So these two repos should be cloned, and then you could either include the referenced projects into the Notebook solution, or build them and reference the output dlls.

oetyng · January 27, 2018, 3:26pm

I have been away for a week.
The log.toml only says this:

[appenders.async_console]
kind = "async_console"
pattern = "{({l}):1.1} {d(%y-%m-%d %H:%M:%S%.6f)} [{M} #FS#{f}#FE#:{L}] {m}\n"

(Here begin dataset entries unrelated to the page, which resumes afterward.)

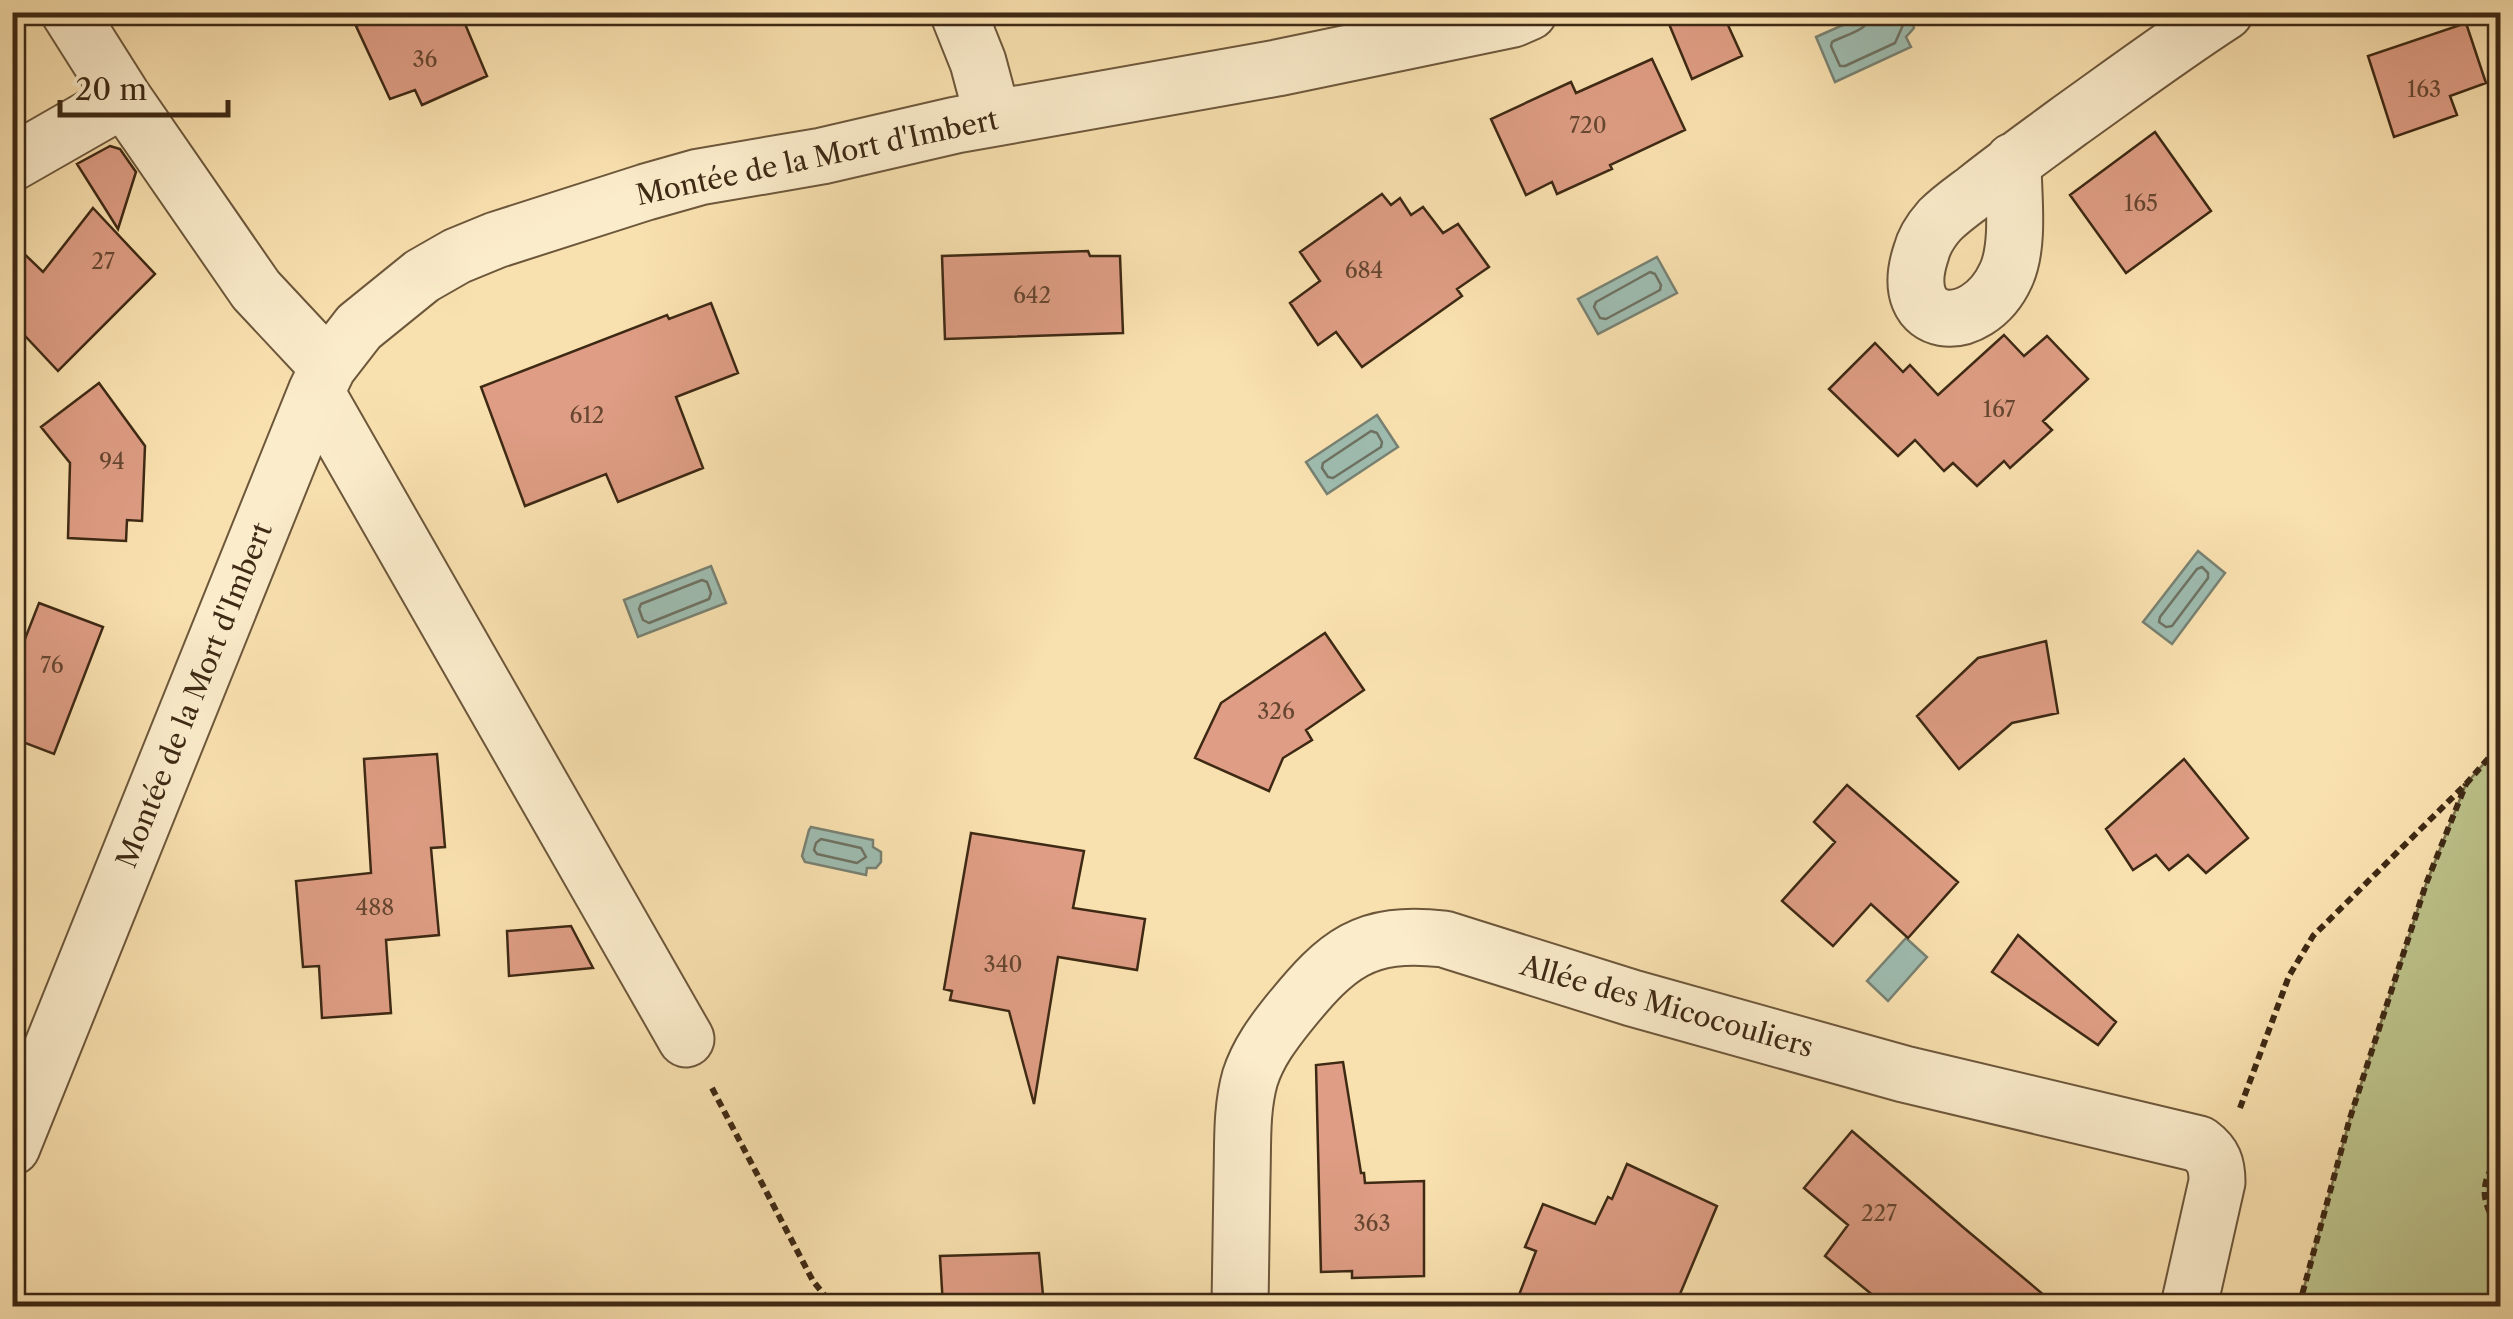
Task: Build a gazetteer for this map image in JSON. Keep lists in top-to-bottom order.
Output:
{
  "streets": {
    "street": ["Montée de la Mort d'Imbert", "Allée des Micocouliers"]
  },
  "house_numbers": [
    "36",
    "163",
    "720",
    "165",
    "27",
    "684",
    "642",
    "167",
    "612",
    "94",
    "76",
    "326",
    "488",
    "340",
    "227",
    "363"
  ],
  "scale_bar": "20 m"
}
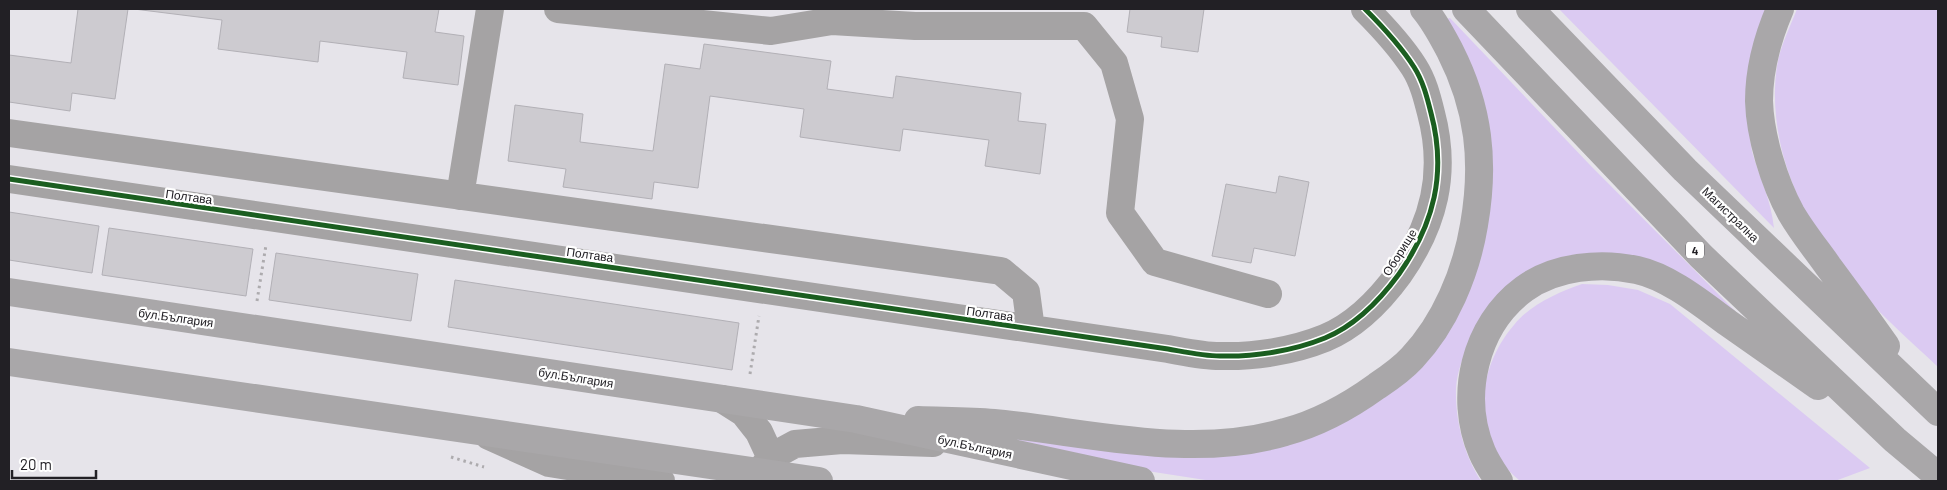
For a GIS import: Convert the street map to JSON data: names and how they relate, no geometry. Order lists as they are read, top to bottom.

[[appenders.async_console.filters]]
kind = "threshold"
level = "trace"

[appenders.async_file]
kind = "async_file"
output_file_name = "Client.log"
pattern = "{({l}):1.1} {d(%y-%m-%d %H:%M:%S%.6f)} [{M} #FS#{f}#FE#:{L}] {m}\n"
append = false
file_timestamp = true

[root]
level = "error"
appenders = ["async_console", "async_file"]

[loggers."crust"]
level = "debug"

[loggers."routing"]
level = "trace"

[loggers."routing_stats"]
level = "trace"

[loggers."safe_core"]
level = "trace"

[loggers."safe_app"]
level = "trace"

[loggers."safe_authenticator"]
level = "trace"

[loggers."ffi_utils"]
level = "trace"

hunterlester · January 27, 2018, 3:56pm

Place log.toml in your directory containing program that indirectly executes the native libraries.

For example, in SAFE Browser, there’s a log.toml in the same directory as the application executable.
See:
browser_files

Log output file being there as well: C:\Users\guilf\Desktop\safe-browser-mock-v0.8.1-win-x64\safe-browser-mock-v0.8.1-win-x64\SAFE_App_Browser_Plugin.MaidSafe.net_Ltd.log.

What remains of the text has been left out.